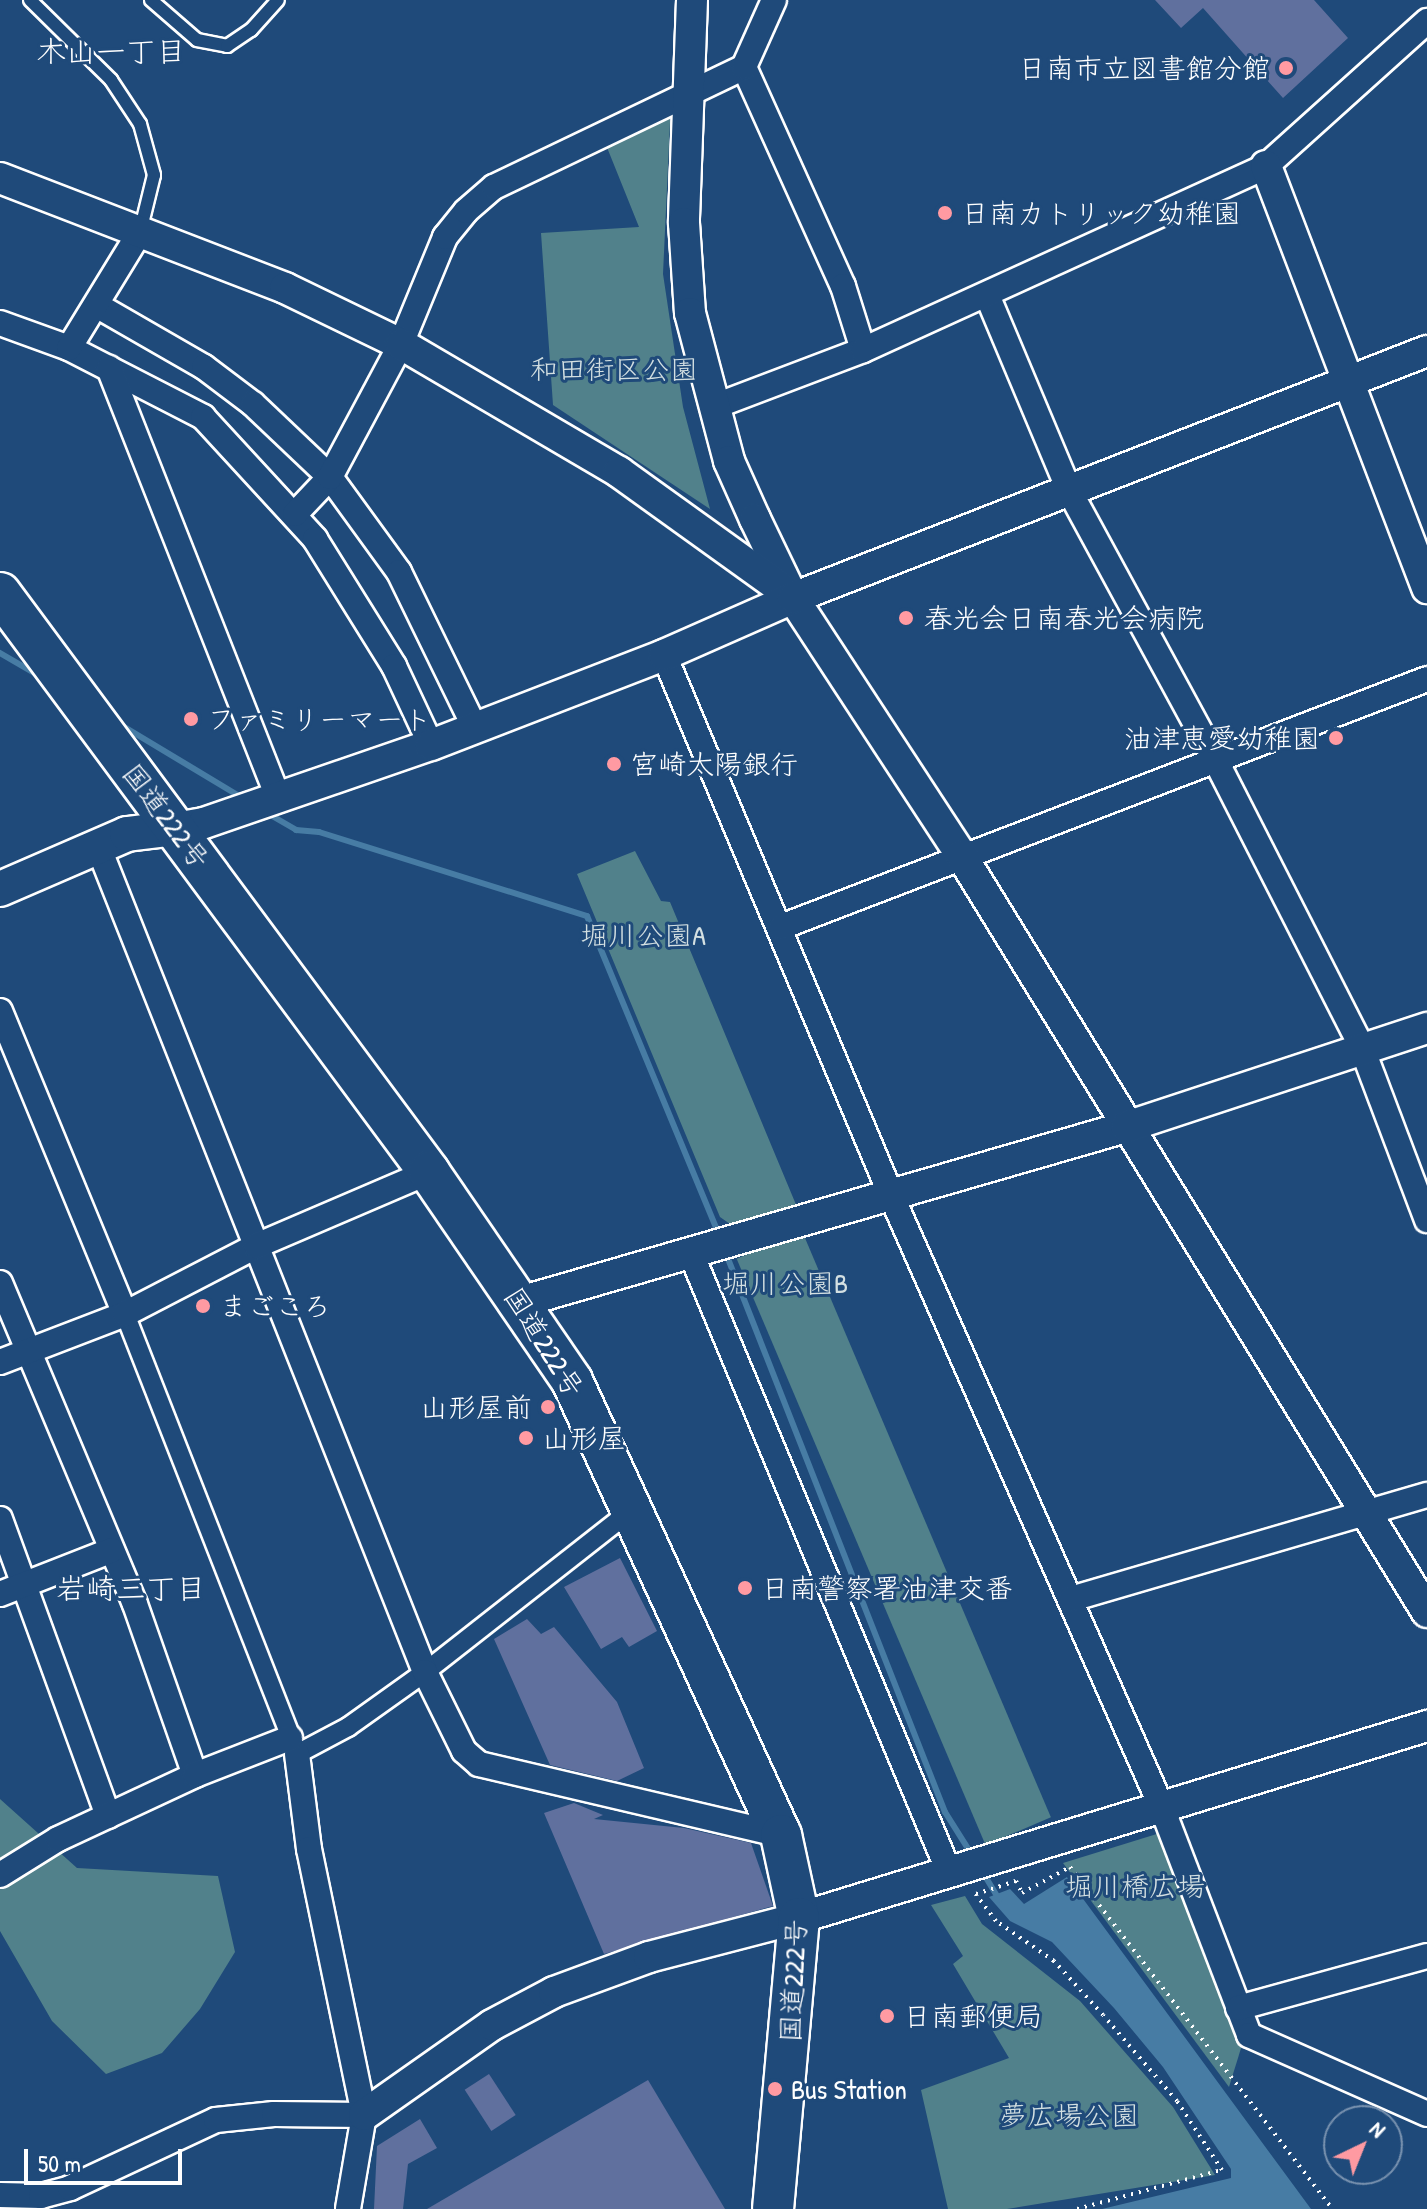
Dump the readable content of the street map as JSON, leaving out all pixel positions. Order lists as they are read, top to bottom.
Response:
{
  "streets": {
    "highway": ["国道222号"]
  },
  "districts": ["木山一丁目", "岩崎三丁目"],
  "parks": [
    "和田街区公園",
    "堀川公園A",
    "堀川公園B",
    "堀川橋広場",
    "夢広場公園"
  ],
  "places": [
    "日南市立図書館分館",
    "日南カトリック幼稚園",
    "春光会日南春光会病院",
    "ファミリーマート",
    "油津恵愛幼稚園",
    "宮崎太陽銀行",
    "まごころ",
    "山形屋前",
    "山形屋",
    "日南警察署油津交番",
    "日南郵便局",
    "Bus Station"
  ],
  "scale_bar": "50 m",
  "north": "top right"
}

◆ EXERCISE GOAL
The whole listing above must be returned exactly as written, with no pictures carried over.

◆ OUTPUT OF THE TASK
Dump the readable content of the street map as JSON, leaving out all pixel positions. Order lists as they are read, top to bottom.
Response:
{
  "streets": {
    "highway": ["国道222号"]
  },
  "districts": ["木山一丁目", "岩崎三丁目"],
  "parks": [
    "和田街区公園",
    "堀川公園A",
    "堀川公園B",
    "堀川橋広場",
    "夢広場公園"
  ],
  "places": [
    "日南市立図書館分館",
    "日南カトリック幼稚園",
    "春光会日南春光会病院",
    "ファミリーマート",
    "油津恵愛幼稚園",
    "宮崎太陽銀行",
    "まごころ",
    "山形屋前",
    "山形屋",
    "日南警察署油津交番",
    "日南郵便局",
    "Bus Station"
  ],
  "scale_bar": "50 m",
  "north": "top right"
}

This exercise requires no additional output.